● **Work instruction**: Copy each line below in which the string "Elevation" appears.

● **Supplied data**:
⁂

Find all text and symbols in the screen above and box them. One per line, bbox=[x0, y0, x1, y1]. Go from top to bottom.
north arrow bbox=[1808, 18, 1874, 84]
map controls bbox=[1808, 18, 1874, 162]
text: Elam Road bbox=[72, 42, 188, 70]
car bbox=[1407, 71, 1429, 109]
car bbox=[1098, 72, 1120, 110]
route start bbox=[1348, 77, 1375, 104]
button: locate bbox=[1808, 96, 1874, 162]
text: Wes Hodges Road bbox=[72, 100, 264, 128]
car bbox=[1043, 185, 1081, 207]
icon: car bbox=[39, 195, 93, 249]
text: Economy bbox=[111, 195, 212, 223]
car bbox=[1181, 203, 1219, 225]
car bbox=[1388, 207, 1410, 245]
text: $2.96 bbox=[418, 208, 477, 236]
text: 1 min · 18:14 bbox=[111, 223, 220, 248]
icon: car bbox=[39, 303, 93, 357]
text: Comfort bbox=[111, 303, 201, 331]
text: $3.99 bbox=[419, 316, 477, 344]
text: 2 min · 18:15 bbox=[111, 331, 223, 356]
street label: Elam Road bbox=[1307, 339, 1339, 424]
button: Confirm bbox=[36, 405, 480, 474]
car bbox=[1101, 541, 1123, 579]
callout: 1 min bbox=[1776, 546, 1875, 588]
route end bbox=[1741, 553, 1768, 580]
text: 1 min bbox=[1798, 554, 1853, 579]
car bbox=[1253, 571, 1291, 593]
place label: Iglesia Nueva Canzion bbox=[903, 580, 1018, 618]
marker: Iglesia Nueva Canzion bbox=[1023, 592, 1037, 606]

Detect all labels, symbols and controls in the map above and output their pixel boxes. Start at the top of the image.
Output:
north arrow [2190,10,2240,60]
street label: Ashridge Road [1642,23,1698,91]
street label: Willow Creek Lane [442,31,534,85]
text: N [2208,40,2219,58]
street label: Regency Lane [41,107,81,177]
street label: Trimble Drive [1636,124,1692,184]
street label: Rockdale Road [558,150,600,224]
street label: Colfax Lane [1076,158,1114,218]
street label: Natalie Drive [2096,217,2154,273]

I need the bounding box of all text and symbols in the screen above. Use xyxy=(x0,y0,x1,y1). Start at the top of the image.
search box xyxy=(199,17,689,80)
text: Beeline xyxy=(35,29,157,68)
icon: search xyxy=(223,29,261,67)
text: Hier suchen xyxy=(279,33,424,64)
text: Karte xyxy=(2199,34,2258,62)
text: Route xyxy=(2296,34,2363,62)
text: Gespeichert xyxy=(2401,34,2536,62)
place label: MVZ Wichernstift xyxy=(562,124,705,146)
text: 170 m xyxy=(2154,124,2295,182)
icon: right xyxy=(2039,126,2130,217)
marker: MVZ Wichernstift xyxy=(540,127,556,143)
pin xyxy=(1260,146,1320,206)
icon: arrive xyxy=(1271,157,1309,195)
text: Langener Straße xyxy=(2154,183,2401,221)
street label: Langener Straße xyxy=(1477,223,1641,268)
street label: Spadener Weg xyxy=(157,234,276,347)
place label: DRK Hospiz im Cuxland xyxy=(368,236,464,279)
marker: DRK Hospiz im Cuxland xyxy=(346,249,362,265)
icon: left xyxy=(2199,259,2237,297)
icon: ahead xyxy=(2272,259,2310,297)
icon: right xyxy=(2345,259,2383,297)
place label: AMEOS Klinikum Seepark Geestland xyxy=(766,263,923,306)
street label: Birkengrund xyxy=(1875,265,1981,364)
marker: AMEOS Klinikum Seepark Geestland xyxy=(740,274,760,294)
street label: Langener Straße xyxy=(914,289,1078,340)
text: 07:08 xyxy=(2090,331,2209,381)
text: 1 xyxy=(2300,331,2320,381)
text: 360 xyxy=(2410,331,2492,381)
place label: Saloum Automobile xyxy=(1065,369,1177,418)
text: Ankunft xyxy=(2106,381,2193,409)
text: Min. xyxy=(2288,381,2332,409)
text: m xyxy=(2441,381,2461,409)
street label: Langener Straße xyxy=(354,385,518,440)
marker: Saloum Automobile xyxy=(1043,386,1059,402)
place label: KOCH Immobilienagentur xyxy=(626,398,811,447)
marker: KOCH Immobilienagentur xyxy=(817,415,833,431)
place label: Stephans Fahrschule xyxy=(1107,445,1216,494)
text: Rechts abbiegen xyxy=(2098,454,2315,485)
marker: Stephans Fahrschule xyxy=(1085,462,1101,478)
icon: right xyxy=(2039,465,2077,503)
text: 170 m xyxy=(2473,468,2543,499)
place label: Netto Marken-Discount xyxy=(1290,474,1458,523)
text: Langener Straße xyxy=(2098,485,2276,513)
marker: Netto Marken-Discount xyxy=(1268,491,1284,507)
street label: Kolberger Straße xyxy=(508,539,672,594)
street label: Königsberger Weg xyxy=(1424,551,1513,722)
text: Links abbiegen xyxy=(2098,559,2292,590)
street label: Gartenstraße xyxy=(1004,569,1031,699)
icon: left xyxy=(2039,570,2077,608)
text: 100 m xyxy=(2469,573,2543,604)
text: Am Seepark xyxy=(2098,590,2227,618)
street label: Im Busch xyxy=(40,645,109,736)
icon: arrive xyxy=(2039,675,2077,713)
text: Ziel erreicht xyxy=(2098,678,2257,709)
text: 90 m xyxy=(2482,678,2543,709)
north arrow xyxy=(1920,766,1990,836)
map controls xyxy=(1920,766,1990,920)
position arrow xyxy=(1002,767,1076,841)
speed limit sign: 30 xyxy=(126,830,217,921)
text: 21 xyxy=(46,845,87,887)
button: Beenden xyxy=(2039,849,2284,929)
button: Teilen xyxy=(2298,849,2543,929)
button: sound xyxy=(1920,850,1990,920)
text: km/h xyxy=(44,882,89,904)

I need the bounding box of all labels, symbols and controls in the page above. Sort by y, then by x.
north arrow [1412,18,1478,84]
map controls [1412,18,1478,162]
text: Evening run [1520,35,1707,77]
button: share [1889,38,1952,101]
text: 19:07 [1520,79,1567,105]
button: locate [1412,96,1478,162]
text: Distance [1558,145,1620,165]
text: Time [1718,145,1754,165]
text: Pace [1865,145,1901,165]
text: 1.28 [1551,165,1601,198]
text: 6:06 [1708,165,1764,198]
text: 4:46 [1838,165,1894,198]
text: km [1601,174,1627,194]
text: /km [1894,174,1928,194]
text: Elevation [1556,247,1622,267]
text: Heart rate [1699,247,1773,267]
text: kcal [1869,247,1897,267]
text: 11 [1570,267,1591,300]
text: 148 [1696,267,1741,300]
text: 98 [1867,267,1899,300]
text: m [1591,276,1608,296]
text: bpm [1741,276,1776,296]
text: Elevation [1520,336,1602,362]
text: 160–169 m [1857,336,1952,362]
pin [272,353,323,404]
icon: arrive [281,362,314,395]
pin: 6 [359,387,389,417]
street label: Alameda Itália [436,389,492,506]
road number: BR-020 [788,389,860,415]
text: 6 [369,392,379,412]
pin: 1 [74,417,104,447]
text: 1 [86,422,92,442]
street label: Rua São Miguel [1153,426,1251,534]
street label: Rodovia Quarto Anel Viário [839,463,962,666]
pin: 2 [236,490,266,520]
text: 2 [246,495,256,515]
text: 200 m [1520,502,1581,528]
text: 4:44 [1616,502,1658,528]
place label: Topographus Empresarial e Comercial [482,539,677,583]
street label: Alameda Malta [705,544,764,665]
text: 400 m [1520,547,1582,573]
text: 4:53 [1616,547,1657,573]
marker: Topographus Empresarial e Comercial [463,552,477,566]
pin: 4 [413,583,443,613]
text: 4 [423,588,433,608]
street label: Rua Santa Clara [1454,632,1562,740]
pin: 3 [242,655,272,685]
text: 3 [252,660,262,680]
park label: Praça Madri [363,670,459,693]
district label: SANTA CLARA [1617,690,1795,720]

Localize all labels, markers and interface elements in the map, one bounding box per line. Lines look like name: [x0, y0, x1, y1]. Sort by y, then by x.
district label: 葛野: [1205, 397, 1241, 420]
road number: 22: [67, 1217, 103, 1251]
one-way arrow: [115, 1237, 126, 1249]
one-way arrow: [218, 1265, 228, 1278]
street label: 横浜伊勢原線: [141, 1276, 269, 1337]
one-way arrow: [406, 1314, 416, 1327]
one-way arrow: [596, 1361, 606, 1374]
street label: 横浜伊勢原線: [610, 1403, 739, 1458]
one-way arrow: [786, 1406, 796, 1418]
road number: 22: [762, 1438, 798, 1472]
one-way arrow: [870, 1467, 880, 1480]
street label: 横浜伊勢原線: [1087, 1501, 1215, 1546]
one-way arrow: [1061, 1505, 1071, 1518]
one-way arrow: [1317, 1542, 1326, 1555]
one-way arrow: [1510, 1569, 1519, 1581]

⁂

● **Answer**:
text: Elevation [1556,247,1622,267]
text: Elevation [1520,336,1602,362]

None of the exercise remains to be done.